According to genetic scholars, the genome of white European-Americans is on average 0.18 percent Native American. The analysis of Warren's DNA, which she submitted to Stanford geneticist Carlos Bustamante, suggests that there was a Native American in her family tree somewhere between 6 and 10 generations ago. That would put the American Indian share of her DNA within a range of 1.5 percent and 0.09 percent — just like millions of other white Americans.
If you're like most people, a sliver of Native American coding in your DNA is no more than a colorful bit of family trivia. The only reason it has been treated as such a big deal in Warren's case is because she herself long ago puffed it up into the claim that she was a racial minority.
"During her academic career as a law professor," recounted The Boston Globe in its story on Warren's DNA test, "she had her ethnicity changed from white to Native American at the University of Pennsylvania Law School, where she taught from 1987 to 1995, and at Harvard University Law School, where she was a tenured faculty member starting in 1995." For years, Warren had herself listed as "Native American" in directories of law professors. To rebut accusations in 1996 that Harvard's law school faculty was insufficiently diverse, a university spokesman identified Warren as a Native American woman. The Fordham Law Review described her as Harvard Law's "first woman of color." These and other fabulations — and Warren's defensive doubling-down when they were reported — became an issue in her US Senate race in 2012. Now they're an issue all over again as she prepares to run for president in 2020.

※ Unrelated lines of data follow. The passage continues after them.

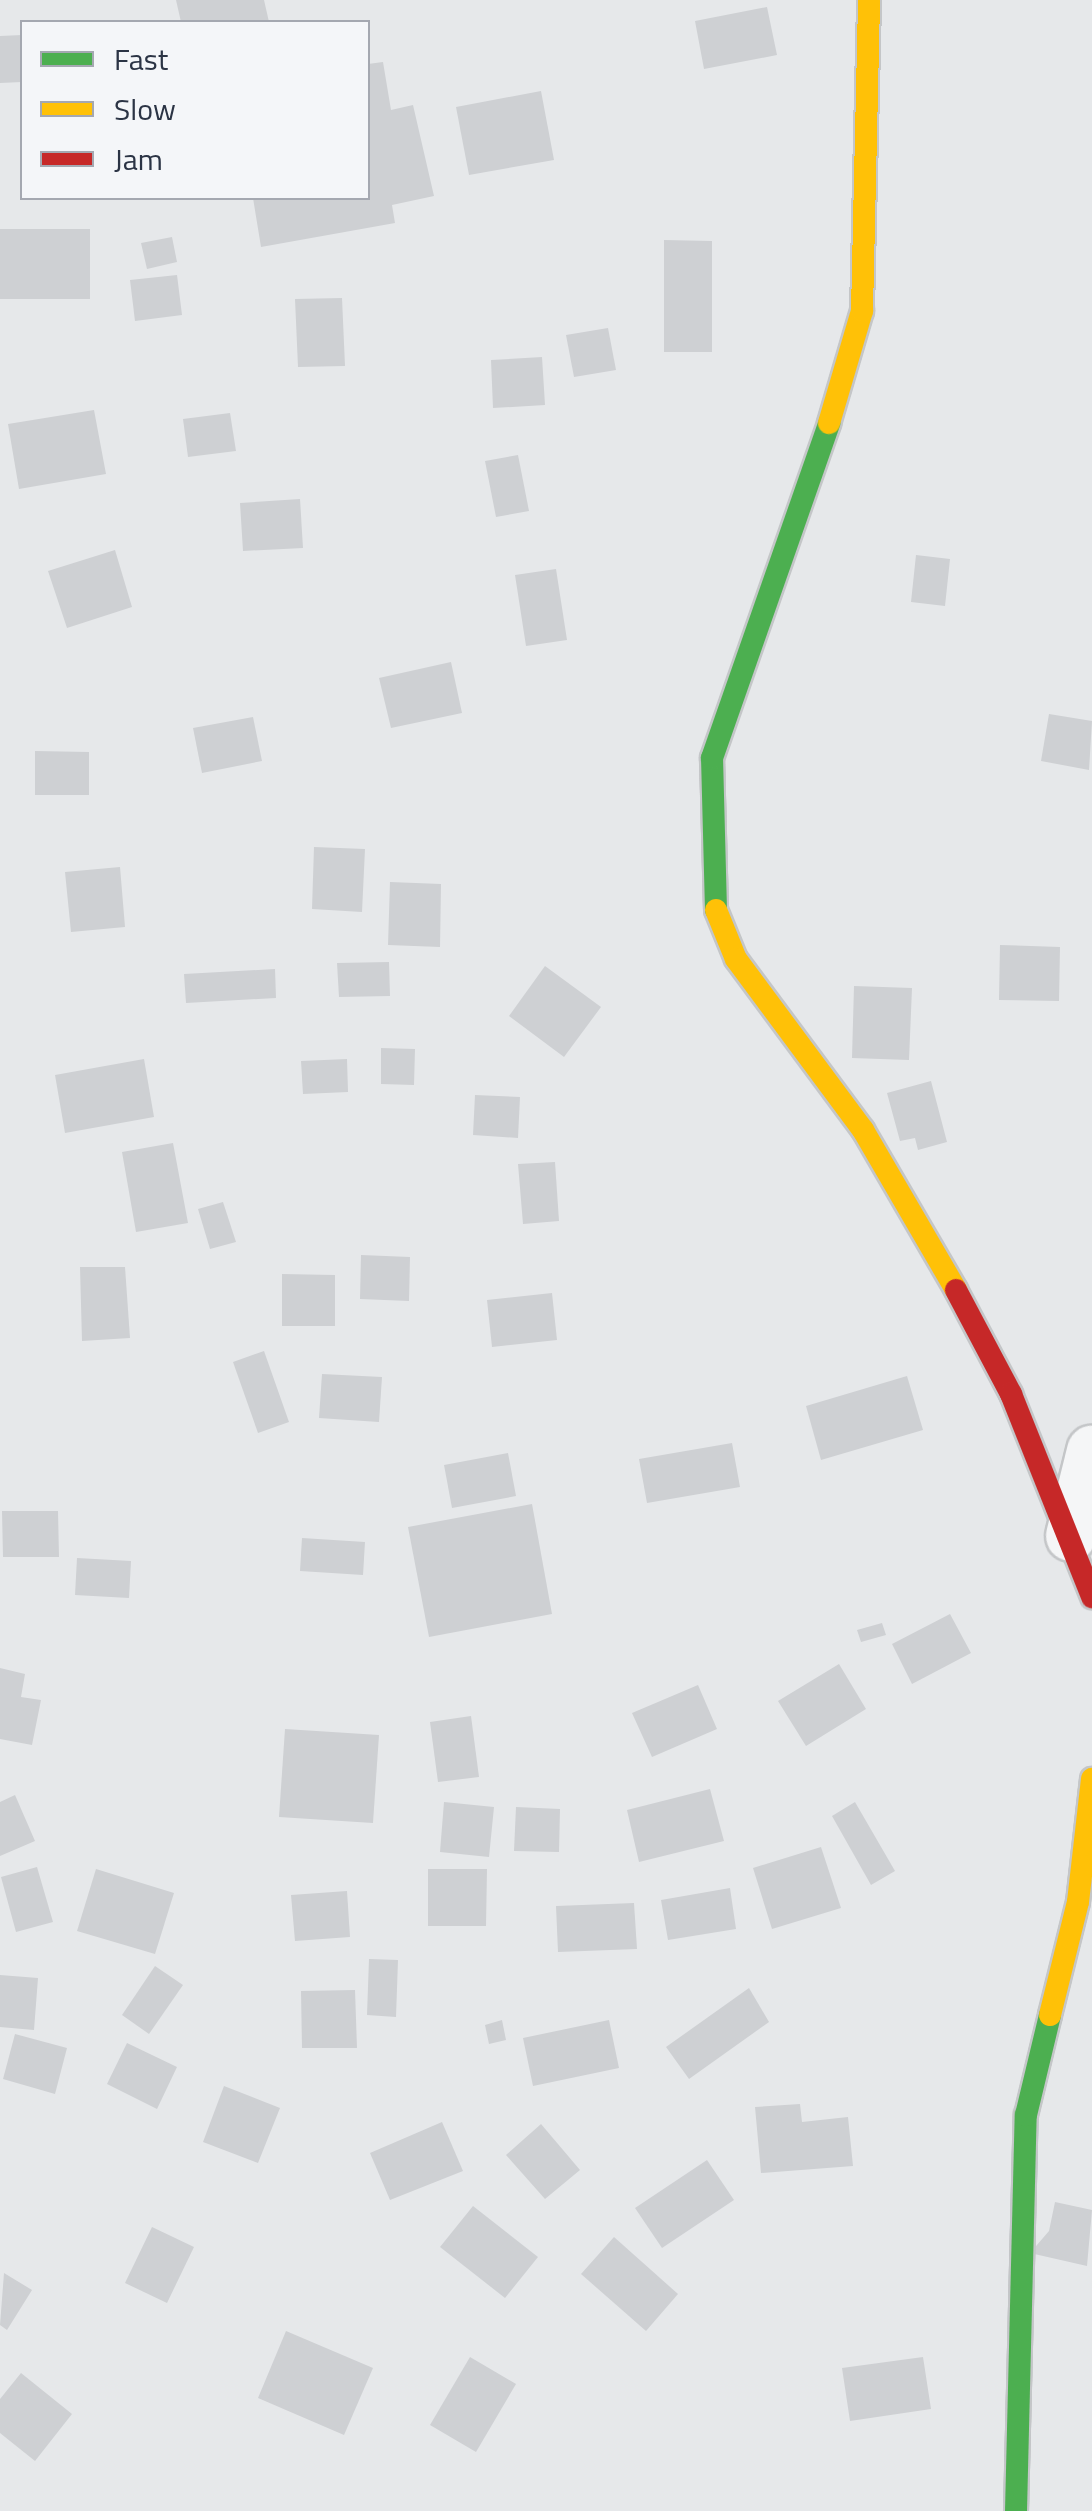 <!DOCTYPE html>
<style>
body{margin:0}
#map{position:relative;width:1092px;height:2511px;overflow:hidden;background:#e6e8ea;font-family:"Titillium Web",sans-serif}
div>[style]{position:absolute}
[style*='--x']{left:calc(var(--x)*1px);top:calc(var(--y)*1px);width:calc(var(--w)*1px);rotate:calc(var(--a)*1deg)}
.building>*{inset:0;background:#ced0d3}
.roads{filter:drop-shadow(2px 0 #c4c6c8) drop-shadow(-2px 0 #c4c6c8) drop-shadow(0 2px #c4c6c8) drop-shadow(0 -2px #c4c6c8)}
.street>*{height:50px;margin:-25px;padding:0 25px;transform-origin:25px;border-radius:25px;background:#f5f6f7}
.fast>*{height:22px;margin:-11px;padding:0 11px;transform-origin:11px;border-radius:11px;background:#4caf50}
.slow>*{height:22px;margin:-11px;padding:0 11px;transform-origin:11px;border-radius:11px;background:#ffc107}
.jam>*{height:22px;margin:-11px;padding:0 11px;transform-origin:11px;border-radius:11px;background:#c62828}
span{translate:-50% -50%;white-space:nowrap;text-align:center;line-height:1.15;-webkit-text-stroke:8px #f4f6f9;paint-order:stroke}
.legend{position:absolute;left:20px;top:20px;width:350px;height:180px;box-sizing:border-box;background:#f4f6f9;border:2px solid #a4a8b1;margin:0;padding:12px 18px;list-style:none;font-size:30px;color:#2b3445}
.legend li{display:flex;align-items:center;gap:20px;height:50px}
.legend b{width:50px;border:2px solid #a4a8b1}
</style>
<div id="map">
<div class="building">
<i style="clip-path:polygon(176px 0,264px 0,269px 22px,181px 22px)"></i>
<i style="clip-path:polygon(767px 7px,777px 55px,704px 69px,695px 21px)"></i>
<i style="clip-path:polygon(22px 35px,22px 82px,0 83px,0 36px)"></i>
<i style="clip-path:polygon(383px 62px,391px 110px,413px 105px,434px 196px,392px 205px,395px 223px,261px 247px,253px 198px,368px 198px,368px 64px)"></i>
<i style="clip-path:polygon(541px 91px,554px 160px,469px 175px,456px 107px)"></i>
<i style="clip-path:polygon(0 229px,90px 229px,90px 299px,0 299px)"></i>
<i style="clip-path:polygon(172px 237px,177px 262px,147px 269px,141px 243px)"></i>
<i style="clip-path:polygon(664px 240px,712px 241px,712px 352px,664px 352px)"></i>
<i style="clip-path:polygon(177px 275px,182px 315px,135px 321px,130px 280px)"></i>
<i style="clip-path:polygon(342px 298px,345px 366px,298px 367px,295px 299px)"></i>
<i style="clip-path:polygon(608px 328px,616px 370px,574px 377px,566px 335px)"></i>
<i style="clip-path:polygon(542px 357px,545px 405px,493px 408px,491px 360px)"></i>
<i style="clip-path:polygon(94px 410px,106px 474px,19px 489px,8px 424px)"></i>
<i style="clip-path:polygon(230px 413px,236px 451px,188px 457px,183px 419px)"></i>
<i style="clip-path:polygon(518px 455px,529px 511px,496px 517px,485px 461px)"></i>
<i style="clip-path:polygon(300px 499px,303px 548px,243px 551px,240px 503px)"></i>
<i style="clip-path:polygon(115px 550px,132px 607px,67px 628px,48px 571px)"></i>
<i style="clip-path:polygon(916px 555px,950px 559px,945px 606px,911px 602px)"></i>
<i style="clip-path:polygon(556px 569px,567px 640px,526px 646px,515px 575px)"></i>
<i style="clip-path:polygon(451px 662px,462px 713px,391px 728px,379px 678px)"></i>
<i style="clip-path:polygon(1049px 714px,1092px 721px,1089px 770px,1041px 761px)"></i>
<i style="clip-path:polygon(253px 717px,262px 761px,202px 773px,193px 728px)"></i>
<i style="clip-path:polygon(35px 751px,89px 752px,89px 795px,35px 795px)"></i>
<i style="clip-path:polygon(314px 847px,365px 849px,362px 912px,312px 909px)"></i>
<i style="clip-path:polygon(120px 867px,125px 927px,71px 932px,65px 872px)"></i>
<i style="clip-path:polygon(390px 882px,441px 884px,440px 947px,388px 945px)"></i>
<i style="clip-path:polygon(1000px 945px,1060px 947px,1059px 1001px,999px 1000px)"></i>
<i style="clip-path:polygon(389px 962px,390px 996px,339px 997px,337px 963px)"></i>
<i style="clip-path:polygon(545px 966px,601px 1007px,564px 1057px,509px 1016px)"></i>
<i style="clip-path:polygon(275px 969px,276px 998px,186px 1003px,184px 974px)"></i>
<i style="clip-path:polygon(854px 986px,912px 988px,909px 1060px,852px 1058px)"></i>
<i style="clip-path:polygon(381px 1048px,415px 1049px,414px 1085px,381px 1084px)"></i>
<i style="clip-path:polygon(144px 1059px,154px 1117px,65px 1133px,55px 1075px)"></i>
<i style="clip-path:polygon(347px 1059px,348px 1092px,303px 1094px,301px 1061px)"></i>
<i style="clip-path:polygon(931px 1081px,947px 1142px,918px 1150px,915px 1138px,900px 1141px,887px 1093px)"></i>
<i style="clip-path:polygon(475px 1095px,520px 1097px,518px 1138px,473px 1135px)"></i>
<i style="clip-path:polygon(173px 1143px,188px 1223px,136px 1232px,122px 1152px)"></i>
<i style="clip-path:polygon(555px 1162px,559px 1221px,523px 1224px,518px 1164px)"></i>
<i style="clip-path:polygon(223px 1202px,236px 1242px,210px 1249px,198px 1209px)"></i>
<i style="clip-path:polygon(361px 1255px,410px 1257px,409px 1301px,360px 1299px)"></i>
<i style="clip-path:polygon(80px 1267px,125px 1267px,130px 1338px,82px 1341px)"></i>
<i style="clip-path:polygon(282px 1274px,335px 1275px,335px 1326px,282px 1326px)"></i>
<i style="clip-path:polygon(552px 1293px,557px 1340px,492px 1347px,487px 1300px)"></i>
<i style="clip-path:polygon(264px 1351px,289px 1422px,258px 1433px,233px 1362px)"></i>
<i style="clip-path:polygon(322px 1374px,382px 1377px,379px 1422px,319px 1418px)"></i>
<i style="clip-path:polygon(907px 1376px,923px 1430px,821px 1460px,806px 1406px)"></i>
<i style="clip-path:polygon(732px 1443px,740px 1487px,647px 1503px,639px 1459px)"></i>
<i style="clip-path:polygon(508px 1453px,516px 1496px,452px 1508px,444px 1465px)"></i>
<i style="clip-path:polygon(532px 1504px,552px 1614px,429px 1637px,408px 1527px)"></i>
<i style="clip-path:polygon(2px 1511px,58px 1511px,59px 1557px,3px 1557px)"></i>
<i style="clip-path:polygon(302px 1538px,365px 1542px,363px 1575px,300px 1571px)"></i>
<i style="clip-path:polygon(77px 1558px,131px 1561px,129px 1598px,75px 1595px)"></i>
<i style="clip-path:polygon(950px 1614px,971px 1653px,912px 1684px,892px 1644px)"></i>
<i style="clip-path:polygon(882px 1623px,886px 1635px,861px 1642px,857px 1630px)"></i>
<i style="clip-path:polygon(839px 1664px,866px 1709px,806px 1746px,778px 1701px)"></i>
<i style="clip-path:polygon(0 1668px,25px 1674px,21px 1697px,41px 1700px,32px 1745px,0 1739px)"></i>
<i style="clip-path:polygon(698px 1685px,717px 1729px,652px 1757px,632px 1713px)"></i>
<i style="clip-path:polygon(471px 1716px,479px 1777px,438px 1782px,430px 1722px)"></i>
<i style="clip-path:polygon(285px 1729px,379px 1735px,373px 1823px,279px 1817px)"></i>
<i style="clip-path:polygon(710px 1789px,724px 1841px,639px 1862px,627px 1810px)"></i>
<i style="clip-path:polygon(15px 1795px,35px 1841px,0 1856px,0 1802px)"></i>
<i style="clip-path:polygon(444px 1802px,494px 1807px,489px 1857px,440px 1852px)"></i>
<i style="clip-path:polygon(855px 1802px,895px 1871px,871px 1885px,832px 1816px)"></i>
<i style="clip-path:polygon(516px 1807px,560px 1809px,559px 1852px,514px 1851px)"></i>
<i style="clip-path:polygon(821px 1847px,841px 1908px,772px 1929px,753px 1868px)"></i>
<i style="clip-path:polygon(37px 1867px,53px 1922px,16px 1932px,1px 1877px)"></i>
<i style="clip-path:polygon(96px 1869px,174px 1893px,155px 1954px,77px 1931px)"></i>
<i style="clip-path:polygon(428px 1869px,487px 1869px,486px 1926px,428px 1926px)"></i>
<i style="clip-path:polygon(730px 1888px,736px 1929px,668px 1940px,661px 1900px)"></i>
<i style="clip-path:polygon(347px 1891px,350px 1937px,295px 1941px,291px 1895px)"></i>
<i style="clip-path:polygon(634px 1903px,637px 1949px,558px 1952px,556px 1906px)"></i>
<i style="clip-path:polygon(369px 1959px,398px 1960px,396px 2017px,367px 2015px)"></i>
<i style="clip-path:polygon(155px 1966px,183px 1985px,149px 2034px,122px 2015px)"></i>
<i style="clip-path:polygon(0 1975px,38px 1978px,34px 2030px,0 2027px)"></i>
<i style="clip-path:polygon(749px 1988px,769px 2022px,689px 2079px,666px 2047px)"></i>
<i style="clip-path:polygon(355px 1990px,357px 2048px,302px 2048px,301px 1991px)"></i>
<i style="clip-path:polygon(502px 2020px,506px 2040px,489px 2044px,485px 2025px)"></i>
<i style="clip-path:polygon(609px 2020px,619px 2068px,533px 2086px,523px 2038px)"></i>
<i style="clip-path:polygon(15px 2034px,67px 2048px,55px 2094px,3px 2079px)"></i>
<i style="clip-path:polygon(127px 2043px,177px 2067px,157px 2109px,107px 2084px)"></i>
<i style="clip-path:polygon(224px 2086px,280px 2108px,258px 2163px,203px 2142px)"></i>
<i style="clip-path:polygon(800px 2104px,802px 2122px,848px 2117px,853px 2166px,761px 2173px,755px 2107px)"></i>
<i style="clip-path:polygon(442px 2122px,463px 2171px,390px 2200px,370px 2153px)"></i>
<i style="clip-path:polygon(541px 2124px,580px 2170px,545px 2199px,506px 2155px)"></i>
<i style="clip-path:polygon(707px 2160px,734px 2200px,662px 2248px,635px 2208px)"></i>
<i style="clip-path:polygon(1055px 2202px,1092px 2210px,1087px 2266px,1030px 2253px,1049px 2231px)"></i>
<i style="clip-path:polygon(473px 2206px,538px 2257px,505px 2298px,440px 2247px)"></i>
<i style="clip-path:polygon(152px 2227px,194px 2247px,167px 2303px,125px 2283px)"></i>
<i style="clip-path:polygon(614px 2237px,678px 2294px,646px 2331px,581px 2274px)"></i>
<i style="clip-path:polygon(4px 2273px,32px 2290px,7px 2330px,0 2325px)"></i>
<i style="clip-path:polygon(286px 2331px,373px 2368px,344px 2435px,258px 2398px)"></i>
<i style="clip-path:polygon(470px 2357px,516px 2384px,476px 2452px,430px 2425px)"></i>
<i style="clip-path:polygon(923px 2357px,931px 2409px,850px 2421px,842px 2368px)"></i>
<i style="clip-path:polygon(21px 2373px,72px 2414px,35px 2461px,0 2433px,0 2399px)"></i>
</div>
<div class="roads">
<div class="street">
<i style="--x:1071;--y:1536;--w:88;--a:-76.1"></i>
</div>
<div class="fast">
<i style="--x:716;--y:910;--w:152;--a:-91.5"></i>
<i style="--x:712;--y:758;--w:355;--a:-70.7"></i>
<i style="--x:1016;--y:2511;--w:396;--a:-88.6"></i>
<i style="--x:1026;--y:2115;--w:103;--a:-76.5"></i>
</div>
<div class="slow">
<i style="--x:829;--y:423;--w:117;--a:-73.6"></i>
<i style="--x:862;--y:311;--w:311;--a:-88.7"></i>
<i style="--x:716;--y:910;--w:53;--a:67.8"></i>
<i style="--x:736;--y:959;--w:213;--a:53.4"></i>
<i style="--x:863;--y:1130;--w:185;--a:59.8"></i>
<i style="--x:1050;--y:2015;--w:116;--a:-76.1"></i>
<i style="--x:1078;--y:1902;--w:124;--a:-83.5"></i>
</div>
<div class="jam">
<i style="--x:956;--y:1290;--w:118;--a:62.1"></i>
<i style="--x:1011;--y:1394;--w:219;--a:68.2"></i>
</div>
</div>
<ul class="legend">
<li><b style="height:12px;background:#4caf50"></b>Fast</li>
<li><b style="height:12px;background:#ffc107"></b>Slow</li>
<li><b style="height:12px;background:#c62828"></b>Jam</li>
</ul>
</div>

Having a dab of American Indian ancestry doesn't make Warren an American Indian, any more than having a Viking or Charlemagne in her family tree — you probably do, too — makes her a seafaring Norse warrior or a royal highness. Warren's meticulously choreographed DNA rollout doesn't prove that she is a proud Cherokee-American, as Cherokee activists and tribal authorities have adamantly pointed out. Genetics determine only biology — not social identity or culture or tradition.
The racist trope that a man was black if he had "one drop" of African blood was a pillar of segregation in post-Reconstruction America. US Census enumerators used to subdivide Americans into pseudo-scientific racial classifications — "white," "Negro," "mulatto," "quadroon," "octoroon." Those labels rightly make us cringe today.
So should the notion that a faculty is more "diverse" because a professor's great-great-great-great grandmother was an American Indian.
The Warren DNA hype is just one more manifestation of the whole rotten business of judging or valuing people on the basis of race. Whether you love Warren or loathe her should depend on her ideas and ideals, her deeds and words — not on her genetic ancestry. Professors and senators, like plumbers and stockbrokers, should be selected or rejected because of their abilities and the quality of their work. The color of their skin, the shape of their eyes, and ethnicity of their ancestors shouldn't even enter into the equation.
On the same day Warren released her DNA results, a federal judge in Boston began hearing a lawsuit challenging Harvard's admissions policies, which pretty clearly measure applicants of different races with sharply different yardsticks. Those policies are defended in the name of "diversity" and "outreach," but they are the fruit of the same odious philosophy that justified "octoroon" as a Census category or celebrated Warren as Harvard Law School's "first woman of color."
Two generations ago, great champions of civil rights like Thurgood Marshall argued that "classifications and distinctions based on race or color [should] have no moral or legal validity in our society." As it was wrong then to allocate a seat on a bus because of race, it is wrong now to allocate a spot in the freshman class because of race — and wrong always to pin "diversity" to a strand of DNA.